La misma mirada que lo hizo avergonzarse de haber pensado: “Bella sonrisa; lástima de diente”, debido a una rotura que, como la falla de San Andrés, amenazaba la armonía bajacaliforniana de aquella estudiante que presuntamente pensaba aplicar en Ensenada o en La Paz sus estudios de bióloga; pero que muy en el fondo, y no del mar, no se sentiría nada mal dorada al sol en la cubierta de un yate en Cabo San Lucas, como le confesó en una pedita de cerveza que se pusieron en la cantina La Guadalupana, en el centro de Coyoacán, después de una de tantas sesiones del taller literario.

Dante podía también escribir en algunos de los versos más tristes esa noche: cómo Beatriz colmó lo que él suponía sentir por cada mujer en la que se interesaba. Recordó los encerrones por días, haciendo el amor como conejos drogados en laboratorio, con las mismas ansias de dos expresidiarios, con la furia de quien quiere destruir al prójimo con sólo su desnudez y sus embates. Recordó cómo se aceitaba deliciosamente la espalda de Beatriz en el jadeo, cómo con la bóveda enmarañada de su sexo devoraba su aceitada rigidez a punto de estallar hasta que dolor y placer convergían y se convertían, alquímicos, en líquidas secreciones, en corrientes eléctricas que los desplomaban en agonía simultánea, a veces, y en otras uno miraba con coraje morir al otro antes de tiempo con la vista ausente.

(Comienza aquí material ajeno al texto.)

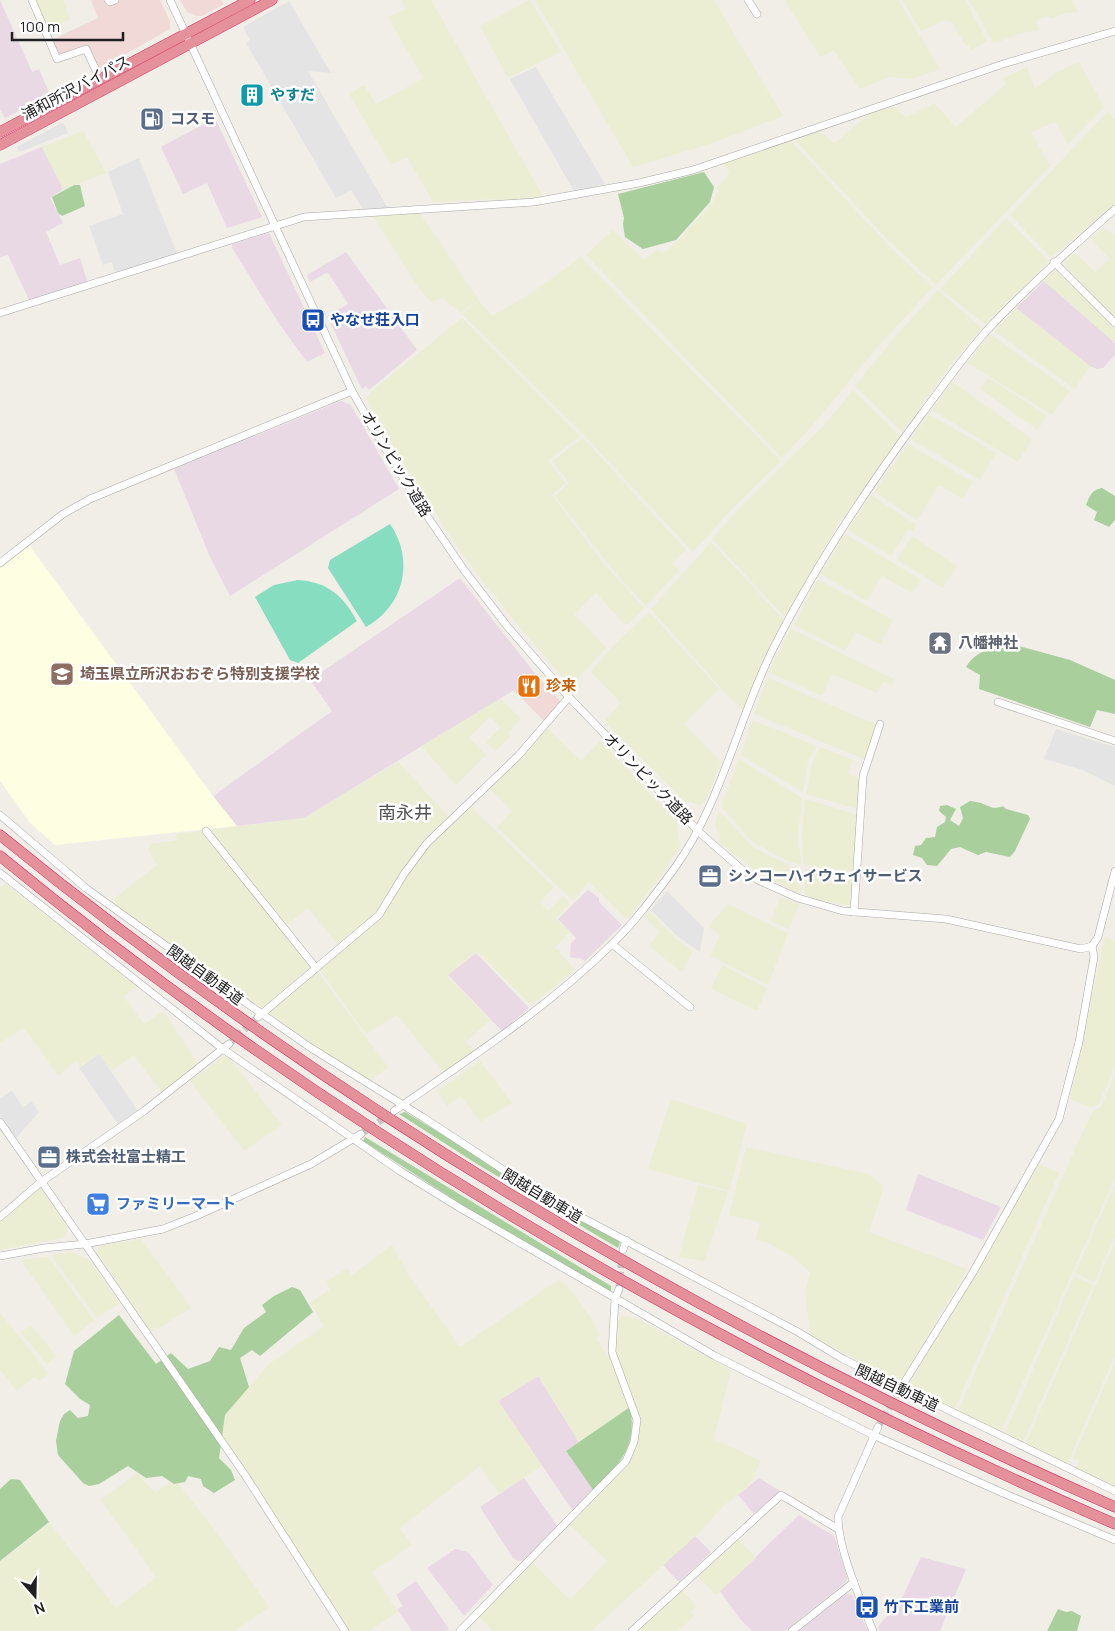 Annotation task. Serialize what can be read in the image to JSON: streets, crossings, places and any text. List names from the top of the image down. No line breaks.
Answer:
{"streets":{"highway":["浦和所沢バイパス","関越自動車道"],"street":["オリンピック道路"]},"crossings":[["浦和所沢バイパス","オリンピック道路"]],"districts":["南永井"],"places":{"building":["やすだ"],"fuel station":["コスモ"],"bus stop":["やなせ荘入口","竹下工業前"],"temple":["八幡神社"],"school or university":["埼玉県立所沢おおぞら特別支援学校"],"restaurant":["珍来"],"office":["シンコーハイウェイサービス","株式会社富士精工"],"supermarket":["ファミリーマート"]},"scale_bar":"100 m","north":"bottom"}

Por eso no soportaba haber sido reemplazado por otro hombre de letras que siempre le pareció amanerado, pero cuya ubicación estratégica dentro de la burocracia cultural fue la llave que abrió para Beatriz la puerta de la celebridad que tanto la obsesionaba desde que se descubrió hábil para la escritura. Ni siquiera había sido sexual la preferencia; había sido mezquinamente una oportunidad para la norteña no florentina de escalar posiciones dentro del reducido mundillo de escritores e intelectuales que rodeaba al poeta y funcionario de finos modales y mirada lánguida.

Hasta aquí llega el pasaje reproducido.